Records contained in a dataset →
□ □ □ □ □
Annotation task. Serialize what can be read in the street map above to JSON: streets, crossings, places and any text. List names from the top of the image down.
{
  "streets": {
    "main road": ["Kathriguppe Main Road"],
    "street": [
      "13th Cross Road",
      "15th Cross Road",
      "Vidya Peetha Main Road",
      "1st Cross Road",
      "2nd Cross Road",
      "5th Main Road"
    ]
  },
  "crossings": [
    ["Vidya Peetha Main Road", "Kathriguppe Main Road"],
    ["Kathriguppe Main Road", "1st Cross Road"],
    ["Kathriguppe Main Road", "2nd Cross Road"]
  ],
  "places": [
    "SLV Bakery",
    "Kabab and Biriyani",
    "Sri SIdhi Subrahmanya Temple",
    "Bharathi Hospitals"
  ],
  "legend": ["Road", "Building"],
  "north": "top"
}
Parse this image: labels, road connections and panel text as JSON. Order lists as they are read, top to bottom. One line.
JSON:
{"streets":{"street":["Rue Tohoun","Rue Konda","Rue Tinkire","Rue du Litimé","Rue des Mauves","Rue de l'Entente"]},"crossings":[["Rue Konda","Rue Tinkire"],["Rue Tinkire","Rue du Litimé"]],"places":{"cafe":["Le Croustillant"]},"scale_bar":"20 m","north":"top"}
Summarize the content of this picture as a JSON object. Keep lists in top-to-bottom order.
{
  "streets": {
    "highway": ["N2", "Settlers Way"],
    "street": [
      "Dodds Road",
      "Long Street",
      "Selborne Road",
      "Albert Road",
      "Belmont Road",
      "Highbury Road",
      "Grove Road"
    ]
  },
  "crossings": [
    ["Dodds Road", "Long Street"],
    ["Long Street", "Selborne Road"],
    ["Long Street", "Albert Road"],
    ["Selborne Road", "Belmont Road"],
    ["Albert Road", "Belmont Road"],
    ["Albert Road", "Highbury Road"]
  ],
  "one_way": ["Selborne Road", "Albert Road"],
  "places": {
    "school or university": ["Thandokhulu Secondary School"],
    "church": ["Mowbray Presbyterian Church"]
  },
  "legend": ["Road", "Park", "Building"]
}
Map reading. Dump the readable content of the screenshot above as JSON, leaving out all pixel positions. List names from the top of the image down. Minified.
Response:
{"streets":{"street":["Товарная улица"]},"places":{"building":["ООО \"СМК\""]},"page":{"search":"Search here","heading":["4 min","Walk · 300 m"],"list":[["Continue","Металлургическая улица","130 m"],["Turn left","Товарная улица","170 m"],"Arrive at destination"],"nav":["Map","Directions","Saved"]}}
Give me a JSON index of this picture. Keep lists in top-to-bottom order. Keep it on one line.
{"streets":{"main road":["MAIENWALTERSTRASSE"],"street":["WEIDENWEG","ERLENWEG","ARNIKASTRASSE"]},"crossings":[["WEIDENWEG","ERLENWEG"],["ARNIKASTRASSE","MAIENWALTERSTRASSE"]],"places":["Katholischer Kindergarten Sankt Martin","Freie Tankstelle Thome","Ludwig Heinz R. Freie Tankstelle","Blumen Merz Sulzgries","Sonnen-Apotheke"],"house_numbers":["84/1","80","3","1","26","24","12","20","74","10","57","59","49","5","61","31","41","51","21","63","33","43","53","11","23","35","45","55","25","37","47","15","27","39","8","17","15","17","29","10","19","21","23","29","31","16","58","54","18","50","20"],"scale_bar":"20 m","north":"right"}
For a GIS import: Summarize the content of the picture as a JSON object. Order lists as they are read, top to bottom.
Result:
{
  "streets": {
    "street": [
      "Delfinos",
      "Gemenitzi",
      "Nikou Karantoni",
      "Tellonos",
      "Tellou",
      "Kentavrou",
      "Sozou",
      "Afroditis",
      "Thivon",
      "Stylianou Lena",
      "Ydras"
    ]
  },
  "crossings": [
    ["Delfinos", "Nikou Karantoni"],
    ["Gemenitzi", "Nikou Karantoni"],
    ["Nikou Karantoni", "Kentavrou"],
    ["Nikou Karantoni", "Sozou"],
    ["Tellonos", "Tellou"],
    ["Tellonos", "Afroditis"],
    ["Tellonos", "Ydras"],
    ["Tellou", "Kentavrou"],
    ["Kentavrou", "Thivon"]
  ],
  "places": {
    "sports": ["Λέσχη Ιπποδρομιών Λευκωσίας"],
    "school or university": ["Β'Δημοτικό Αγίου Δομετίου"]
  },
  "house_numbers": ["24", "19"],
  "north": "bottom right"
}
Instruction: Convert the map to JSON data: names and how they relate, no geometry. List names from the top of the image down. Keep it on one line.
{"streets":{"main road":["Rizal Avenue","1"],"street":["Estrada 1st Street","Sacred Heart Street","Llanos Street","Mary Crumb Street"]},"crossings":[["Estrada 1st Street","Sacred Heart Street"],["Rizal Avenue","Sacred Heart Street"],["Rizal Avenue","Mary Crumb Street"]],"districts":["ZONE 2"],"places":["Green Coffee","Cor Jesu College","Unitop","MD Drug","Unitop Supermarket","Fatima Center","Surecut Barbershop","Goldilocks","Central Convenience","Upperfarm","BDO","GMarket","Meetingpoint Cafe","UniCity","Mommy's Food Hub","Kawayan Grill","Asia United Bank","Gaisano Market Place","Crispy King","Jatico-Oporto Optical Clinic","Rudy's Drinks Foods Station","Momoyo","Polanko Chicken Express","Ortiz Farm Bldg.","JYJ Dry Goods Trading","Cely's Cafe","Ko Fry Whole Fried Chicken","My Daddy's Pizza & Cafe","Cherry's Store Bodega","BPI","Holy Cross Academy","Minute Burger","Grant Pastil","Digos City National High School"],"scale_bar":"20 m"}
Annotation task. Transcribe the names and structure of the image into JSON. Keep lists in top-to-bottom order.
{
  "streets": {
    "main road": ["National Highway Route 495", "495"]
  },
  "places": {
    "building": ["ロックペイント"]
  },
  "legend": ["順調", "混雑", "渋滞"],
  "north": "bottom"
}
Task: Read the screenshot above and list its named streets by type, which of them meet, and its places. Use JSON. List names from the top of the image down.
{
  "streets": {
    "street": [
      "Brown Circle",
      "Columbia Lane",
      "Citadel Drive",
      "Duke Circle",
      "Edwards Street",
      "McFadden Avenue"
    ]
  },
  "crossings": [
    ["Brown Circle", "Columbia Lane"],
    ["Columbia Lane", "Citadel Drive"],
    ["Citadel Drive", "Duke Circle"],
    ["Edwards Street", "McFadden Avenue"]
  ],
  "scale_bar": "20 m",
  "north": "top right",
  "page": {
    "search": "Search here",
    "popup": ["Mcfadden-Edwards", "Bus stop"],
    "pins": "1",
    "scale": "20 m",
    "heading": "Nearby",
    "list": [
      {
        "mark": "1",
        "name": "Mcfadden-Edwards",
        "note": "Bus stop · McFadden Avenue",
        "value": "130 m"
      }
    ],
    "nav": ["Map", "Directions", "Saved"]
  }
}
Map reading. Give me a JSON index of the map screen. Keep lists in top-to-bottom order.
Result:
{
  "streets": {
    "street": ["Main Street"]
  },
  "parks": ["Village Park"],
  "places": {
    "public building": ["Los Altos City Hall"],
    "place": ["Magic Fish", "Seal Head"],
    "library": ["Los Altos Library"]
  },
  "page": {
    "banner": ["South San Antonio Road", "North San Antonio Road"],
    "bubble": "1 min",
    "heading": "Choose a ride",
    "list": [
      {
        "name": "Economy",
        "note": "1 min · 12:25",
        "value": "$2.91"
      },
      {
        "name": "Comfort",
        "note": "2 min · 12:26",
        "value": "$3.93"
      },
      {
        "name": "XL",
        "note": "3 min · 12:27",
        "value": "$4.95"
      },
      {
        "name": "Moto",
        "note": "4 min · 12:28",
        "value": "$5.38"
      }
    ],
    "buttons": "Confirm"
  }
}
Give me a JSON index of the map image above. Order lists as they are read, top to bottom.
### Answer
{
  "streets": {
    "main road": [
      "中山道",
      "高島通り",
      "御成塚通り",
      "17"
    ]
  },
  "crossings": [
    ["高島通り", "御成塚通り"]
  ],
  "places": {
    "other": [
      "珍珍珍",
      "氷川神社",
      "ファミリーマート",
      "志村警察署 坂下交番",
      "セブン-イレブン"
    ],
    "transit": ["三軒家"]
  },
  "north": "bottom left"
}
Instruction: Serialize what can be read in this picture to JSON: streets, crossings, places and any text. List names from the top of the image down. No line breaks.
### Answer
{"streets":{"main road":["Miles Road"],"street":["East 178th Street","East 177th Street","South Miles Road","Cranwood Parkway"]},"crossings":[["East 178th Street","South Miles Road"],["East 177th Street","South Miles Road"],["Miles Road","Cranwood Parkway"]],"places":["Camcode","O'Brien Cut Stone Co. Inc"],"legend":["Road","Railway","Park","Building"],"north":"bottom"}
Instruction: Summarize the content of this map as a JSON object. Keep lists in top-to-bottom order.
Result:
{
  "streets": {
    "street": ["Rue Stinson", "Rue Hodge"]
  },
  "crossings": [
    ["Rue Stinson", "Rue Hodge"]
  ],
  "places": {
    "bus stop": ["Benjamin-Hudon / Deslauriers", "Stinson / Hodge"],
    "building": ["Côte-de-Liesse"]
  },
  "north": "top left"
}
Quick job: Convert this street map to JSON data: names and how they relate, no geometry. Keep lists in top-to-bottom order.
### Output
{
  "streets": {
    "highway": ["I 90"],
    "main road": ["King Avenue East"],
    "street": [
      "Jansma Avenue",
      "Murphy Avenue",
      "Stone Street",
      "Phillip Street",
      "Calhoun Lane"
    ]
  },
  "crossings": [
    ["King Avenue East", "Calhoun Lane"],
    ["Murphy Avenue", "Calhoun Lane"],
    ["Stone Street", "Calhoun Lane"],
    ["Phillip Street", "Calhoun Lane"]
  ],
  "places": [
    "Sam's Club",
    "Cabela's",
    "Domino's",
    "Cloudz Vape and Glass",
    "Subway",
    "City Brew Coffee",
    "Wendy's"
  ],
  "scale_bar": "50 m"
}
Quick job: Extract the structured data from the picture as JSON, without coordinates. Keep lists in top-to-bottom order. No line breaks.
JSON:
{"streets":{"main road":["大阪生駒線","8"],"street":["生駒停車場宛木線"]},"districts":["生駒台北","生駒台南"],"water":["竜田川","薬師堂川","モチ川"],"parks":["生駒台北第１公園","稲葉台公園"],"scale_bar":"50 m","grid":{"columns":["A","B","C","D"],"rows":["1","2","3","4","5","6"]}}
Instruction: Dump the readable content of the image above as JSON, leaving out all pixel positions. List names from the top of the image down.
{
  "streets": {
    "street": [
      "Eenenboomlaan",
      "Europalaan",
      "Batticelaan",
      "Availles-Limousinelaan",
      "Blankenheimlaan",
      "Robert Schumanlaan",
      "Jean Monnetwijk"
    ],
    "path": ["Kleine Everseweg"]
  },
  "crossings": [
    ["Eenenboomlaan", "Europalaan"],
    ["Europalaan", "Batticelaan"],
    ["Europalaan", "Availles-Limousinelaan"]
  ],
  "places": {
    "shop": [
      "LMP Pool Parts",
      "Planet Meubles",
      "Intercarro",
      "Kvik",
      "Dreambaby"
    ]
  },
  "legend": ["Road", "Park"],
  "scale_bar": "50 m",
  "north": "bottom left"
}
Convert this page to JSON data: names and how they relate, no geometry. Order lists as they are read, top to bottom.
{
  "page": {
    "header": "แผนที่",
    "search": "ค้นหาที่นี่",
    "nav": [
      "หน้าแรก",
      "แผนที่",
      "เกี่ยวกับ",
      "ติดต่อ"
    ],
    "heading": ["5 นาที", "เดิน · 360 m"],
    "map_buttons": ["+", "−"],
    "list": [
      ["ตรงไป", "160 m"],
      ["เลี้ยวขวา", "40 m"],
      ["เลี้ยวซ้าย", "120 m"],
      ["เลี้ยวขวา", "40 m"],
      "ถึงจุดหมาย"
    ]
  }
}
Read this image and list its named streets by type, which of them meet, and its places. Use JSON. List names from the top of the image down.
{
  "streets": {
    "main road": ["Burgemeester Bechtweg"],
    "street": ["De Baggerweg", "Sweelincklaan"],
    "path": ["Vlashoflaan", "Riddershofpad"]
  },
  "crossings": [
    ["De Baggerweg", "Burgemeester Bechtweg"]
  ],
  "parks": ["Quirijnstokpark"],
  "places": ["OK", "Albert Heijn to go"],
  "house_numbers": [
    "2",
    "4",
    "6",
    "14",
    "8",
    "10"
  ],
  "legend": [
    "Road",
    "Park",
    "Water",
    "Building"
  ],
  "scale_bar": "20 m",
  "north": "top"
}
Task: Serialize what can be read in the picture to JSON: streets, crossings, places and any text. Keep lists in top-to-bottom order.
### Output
□ □ □ □ □
HOW TO COMPLETE THIS TASK →
Copy the lines above exactly, beginning at the line that has "Instruction: Summarize the" and stopping after the line that has "Quick job: Convert", and omit the rest.

ANSWER TO THIS EXERCISE →
Instruction: Summarize the content of this map as a JSON object. Keep lists in top-to-bottom order.
Result:
{
  "streets": {
    "street": ["Rue Stinson", "Rue Hodge"]
  },
  "crossings": [
    ["Rue Stinson", "Rue Hodge"]
  ],
  "places": {
    "bus stop": ["Benjamin-Hudon / Deslauriers", "Stinson / Hodge"],
    "building": ["Côte-de-Liesse"]
  },
  "north": "top left"
}
Quick job: Convert this street map to JSON data: names and how they relate, no geometry. Keep lists in top-to-bottom order.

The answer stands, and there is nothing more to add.